[Nix-dev] Why having releases if you break things in it often

Stefan Huchler stefan.huchler at mail.de
Mon Jan 23 10:07:58 CET 2017


So because I dont need always newest versions on all of my boxes, I
selected the 16.xx chhannel.

There are here and there some minor issues as example kodi here and
there crashes maybe 1-3 times a week. Could be extentions or something.

For that and other reasons I update here and there all few weeks maybe
the maschine.

So one advantage of course is that if I notice that something does not
work I can boot a old configuration, so I dont have to deal with some
updates that broke stuff or rollback.

But I wonder how you can break relativly often stuff (at the moment
there seems to be a python dependency problem with flexget, that makes
the daemon crash), in a "stable" release channel.
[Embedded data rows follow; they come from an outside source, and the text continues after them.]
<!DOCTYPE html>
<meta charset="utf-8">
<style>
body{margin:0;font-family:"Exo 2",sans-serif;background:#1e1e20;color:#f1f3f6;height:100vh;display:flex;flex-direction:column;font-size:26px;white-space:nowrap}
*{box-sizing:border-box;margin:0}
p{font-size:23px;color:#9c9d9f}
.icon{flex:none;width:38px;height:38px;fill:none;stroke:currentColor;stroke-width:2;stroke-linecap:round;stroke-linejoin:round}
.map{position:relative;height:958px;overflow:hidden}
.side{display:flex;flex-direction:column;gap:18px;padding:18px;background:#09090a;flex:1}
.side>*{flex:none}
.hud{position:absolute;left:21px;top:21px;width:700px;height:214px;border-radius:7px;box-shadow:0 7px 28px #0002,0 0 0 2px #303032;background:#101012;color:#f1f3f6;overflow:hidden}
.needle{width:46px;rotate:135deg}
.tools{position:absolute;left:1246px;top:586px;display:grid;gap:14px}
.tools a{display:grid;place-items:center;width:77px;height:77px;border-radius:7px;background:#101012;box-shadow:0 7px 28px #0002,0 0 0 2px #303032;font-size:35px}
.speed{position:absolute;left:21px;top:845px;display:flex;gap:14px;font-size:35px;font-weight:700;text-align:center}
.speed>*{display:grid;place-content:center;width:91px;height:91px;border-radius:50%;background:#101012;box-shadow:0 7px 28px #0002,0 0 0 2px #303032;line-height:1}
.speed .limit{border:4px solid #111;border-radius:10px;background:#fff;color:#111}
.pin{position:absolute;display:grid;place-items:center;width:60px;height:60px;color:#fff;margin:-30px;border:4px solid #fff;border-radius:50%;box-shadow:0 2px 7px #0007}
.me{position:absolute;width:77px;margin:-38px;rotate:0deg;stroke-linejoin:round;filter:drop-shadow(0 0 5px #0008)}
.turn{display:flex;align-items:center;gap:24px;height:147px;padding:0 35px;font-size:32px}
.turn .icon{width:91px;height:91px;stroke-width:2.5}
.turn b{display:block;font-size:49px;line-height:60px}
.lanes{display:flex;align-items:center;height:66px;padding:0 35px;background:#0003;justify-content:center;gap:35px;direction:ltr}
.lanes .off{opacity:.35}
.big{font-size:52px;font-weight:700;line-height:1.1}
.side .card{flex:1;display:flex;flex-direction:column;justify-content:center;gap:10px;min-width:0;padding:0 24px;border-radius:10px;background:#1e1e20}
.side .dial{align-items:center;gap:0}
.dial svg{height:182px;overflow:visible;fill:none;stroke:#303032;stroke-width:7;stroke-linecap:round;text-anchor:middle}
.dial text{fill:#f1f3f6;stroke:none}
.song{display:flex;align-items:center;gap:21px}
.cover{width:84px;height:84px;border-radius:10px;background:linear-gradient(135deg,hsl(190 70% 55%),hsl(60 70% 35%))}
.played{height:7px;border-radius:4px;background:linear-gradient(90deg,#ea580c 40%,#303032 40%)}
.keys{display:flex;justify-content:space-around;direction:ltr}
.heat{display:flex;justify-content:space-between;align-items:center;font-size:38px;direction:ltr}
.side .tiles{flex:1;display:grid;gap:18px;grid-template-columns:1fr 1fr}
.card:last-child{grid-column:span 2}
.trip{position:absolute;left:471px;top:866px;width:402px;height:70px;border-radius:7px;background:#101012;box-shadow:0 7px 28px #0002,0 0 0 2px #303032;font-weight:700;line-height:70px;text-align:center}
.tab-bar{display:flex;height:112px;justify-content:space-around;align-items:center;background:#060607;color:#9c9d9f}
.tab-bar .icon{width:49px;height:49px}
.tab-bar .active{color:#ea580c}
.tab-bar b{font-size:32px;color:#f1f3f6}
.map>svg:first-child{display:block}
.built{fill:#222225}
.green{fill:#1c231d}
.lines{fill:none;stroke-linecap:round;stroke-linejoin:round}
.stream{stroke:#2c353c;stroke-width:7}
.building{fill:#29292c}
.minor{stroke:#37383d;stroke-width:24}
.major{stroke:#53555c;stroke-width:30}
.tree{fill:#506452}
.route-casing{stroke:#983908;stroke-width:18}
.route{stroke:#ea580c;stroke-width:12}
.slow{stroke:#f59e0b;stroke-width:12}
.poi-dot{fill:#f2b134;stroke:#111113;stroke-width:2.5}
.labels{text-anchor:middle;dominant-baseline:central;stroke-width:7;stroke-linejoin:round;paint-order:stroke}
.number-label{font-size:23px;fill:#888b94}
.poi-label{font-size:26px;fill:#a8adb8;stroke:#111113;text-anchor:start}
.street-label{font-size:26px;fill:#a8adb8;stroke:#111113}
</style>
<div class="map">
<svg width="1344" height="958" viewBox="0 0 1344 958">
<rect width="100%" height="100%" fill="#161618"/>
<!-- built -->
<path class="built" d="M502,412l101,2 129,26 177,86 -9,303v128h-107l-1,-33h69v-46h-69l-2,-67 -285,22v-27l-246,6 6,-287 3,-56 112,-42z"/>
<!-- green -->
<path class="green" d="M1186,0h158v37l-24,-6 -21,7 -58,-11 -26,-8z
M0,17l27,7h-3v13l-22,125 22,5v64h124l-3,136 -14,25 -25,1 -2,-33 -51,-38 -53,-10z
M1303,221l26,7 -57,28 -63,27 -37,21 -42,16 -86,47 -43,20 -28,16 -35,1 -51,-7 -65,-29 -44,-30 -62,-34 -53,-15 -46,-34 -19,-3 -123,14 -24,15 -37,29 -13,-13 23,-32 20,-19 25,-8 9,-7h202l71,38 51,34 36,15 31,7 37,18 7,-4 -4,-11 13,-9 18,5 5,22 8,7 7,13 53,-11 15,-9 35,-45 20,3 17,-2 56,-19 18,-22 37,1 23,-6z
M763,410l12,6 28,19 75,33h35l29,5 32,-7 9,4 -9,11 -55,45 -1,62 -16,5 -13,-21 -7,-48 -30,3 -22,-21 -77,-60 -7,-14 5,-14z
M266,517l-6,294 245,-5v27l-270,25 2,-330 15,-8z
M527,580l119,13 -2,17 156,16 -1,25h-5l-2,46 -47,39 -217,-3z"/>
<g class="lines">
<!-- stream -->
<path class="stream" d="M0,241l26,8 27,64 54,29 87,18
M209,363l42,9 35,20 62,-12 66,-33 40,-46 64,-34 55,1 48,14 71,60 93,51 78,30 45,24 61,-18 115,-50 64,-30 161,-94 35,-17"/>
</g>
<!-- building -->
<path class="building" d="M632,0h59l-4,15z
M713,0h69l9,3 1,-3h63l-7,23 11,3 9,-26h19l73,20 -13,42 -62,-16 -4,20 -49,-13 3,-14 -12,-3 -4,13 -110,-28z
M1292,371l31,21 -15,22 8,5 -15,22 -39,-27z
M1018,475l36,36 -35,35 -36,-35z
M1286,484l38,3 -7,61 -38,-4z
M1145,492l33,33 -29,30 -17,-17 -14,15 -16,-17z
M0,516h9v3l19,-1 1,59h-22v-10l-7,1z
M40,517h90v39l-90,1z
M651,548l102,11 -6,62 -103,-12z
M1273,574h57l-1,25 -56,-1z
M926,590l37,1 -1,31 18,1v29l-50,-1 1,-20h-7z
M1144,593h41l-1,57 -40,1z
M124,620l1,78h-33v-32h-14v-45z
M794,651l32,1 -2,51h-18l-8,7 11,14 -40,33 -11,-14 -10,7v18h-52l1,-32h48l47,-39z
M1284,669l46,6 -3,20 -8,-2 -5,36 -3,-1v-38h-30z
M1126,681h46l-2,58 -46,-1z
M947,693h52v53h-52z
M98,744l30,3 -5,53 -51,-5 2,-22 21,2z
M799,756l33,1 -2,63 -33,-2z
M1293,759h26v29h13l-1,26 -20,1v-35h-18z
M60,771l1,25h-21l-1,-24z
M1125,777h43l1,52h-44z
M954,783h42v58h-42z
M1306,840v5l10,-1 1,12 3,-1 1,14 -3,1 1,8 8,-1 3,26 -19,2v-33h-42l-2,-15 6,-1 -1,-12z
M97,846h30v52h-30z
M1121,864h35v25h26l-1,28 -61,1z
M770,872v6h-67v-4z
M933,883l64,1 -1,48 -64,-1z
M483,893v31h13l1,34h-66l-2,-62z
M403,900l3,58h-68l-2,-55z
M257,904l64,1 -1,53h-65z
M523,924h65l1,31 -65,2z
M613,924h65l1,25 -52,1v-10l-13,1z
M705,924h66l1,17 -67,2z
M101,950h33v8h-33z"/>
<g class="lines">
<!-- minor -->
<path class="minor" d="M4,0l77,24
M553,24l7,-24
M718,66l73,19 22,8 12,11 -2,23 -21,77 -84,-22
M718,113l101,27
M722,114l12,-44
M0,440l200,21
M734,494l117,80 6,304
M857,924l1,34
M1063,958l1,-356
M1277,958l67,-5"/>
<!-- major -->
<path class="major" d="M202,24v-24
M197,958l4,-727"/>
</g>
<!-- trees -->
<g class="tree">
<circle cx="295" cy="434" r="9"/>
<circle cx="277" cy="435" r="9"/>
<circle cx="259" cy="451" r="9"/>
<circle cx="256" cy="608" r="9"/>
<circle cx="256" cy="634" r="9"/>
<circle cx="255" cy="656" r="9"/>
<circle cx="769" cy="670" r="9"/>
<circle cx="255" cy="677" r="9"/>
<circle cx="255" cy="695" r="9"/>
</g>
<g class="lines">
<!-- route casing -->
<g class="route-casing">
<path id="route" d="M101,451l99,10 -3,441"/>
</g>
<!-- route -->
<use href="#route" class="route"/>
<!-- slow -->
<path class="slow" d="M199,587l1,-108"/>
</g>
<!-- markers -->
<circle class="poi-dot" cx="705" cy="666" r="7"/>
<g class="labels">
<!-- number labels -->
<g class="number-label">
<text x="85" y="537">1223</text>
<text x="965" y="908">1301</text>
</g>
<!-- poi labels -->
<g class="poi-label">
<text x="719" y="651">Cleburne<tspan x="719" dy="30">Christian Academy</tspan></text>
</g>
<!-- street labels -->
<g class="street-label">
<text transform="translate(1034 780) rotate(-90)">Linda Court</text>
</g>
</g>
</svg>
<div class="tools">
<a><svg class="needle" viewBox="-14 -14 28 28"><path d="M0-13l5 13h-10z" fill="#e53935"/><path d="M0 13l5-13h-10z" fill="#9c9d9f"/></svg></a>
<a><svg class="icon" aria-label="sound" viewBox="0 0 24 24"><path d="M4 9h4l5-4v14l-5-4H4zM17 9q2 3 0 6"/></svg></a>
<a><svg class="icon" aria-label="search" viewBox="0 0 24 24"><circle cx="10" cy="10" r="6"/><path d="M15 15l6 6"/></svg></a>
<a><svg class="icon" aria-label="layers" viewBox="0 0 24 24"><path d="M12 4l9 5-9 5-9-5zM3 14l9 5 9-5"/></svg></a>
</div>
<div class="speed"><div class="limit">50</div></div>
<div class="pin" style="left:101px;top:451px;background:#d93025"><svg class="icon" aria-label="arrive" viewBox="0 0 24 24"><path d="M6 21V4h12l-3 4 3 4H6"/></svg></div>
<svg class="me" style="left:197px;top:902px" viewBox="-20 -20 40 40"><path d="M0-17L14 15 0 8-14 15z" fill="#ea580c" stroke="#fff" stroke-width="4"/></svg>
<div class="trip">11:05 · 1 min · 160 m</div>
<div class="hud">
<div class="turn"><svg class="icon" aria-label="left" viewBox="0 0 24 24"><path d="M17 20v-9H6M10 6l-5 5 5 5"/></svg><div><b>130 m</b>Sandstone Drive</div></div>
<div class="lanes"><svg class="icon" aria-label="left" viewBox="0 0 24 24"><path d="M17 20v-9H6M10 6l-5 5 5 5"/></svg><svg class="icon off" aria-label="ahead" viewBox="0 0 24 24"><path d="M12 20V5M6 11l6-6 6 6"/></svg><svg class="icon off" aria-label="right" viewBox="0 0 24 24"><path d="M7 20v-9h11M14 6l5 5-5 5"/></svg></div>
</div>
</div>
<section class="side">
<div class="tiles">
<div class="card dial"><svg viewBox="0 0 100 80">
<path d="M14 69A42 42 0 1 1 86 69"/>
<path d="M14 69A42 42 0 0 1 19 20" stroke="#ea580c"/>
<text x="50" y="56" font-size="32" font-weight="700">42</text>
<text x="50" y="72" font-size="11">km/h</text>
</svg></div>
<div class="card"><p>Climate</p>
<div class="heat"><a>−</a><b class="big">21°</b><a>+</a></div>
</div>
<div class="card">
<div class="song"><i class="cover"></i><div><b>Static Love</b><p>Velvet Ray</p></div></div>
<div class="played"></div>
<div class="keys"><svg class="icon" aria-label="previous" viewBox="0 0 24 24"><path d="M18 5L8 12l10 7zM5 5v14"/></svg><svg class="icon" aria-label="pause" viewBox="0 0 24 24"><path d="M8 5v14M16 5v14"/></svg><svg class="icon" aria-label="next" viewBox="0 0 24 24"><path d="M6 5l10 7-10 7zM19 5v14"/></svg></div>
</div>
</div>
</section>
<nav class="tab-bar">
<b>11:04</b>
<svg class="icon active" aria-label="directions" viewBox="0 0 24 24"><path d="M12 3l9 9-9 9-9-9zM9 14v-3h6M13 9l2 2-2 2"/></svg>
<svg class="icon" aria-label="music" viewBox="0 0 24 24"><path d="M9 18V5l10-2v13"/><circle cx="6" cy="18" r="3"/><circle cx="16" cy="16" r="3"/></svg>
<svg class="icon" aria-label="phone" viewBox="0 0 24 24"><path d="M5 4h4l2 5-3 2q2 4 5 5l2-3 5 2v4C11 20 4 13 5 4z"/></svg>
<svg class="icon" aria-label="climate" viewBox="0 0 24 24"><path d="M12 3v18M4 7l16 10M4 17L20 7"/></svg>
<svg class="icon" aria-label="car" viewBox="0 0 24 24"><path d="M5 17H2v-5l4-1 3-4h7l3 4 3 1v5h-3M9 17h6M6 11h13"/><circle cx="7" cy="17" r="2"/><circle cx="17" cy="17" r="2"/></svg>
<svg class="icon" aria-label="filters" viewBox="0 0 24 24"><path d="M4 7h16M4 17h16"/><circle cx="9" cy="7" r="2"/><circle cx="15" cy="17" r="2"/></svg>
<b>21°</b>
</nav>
I mean if I use debian, and stick to my "channel"/release, normaly
nothing breaks, as long as I use only their package installer, pip
updates of course broke stuff. If I use fedora, well I get maybe some
upstream changes like new kernel versions, but normaly they brake also
nothing.

So if "stable" channel makes updates that are not needed (the older
version of flexget works fine), whats the point or the criterias of
those releases? I could then just use the newest version, if I have to
relay on rollback / boot old versions anyway, I dont really see the
point of "stable" channels.

I had pretty good experiences with using the rolling channel, but had
many times break stuff in the stable channel.

Also the tools around generations / boot-generations is very confusing,
why do I have 3 4 options in the nix-env --list-generation overview but
20 in the boot menu.

But thats a 2nd different issue I guess.

Just wonder what your policies are.

Other stuff that broke on me in the past, was latex packages as example.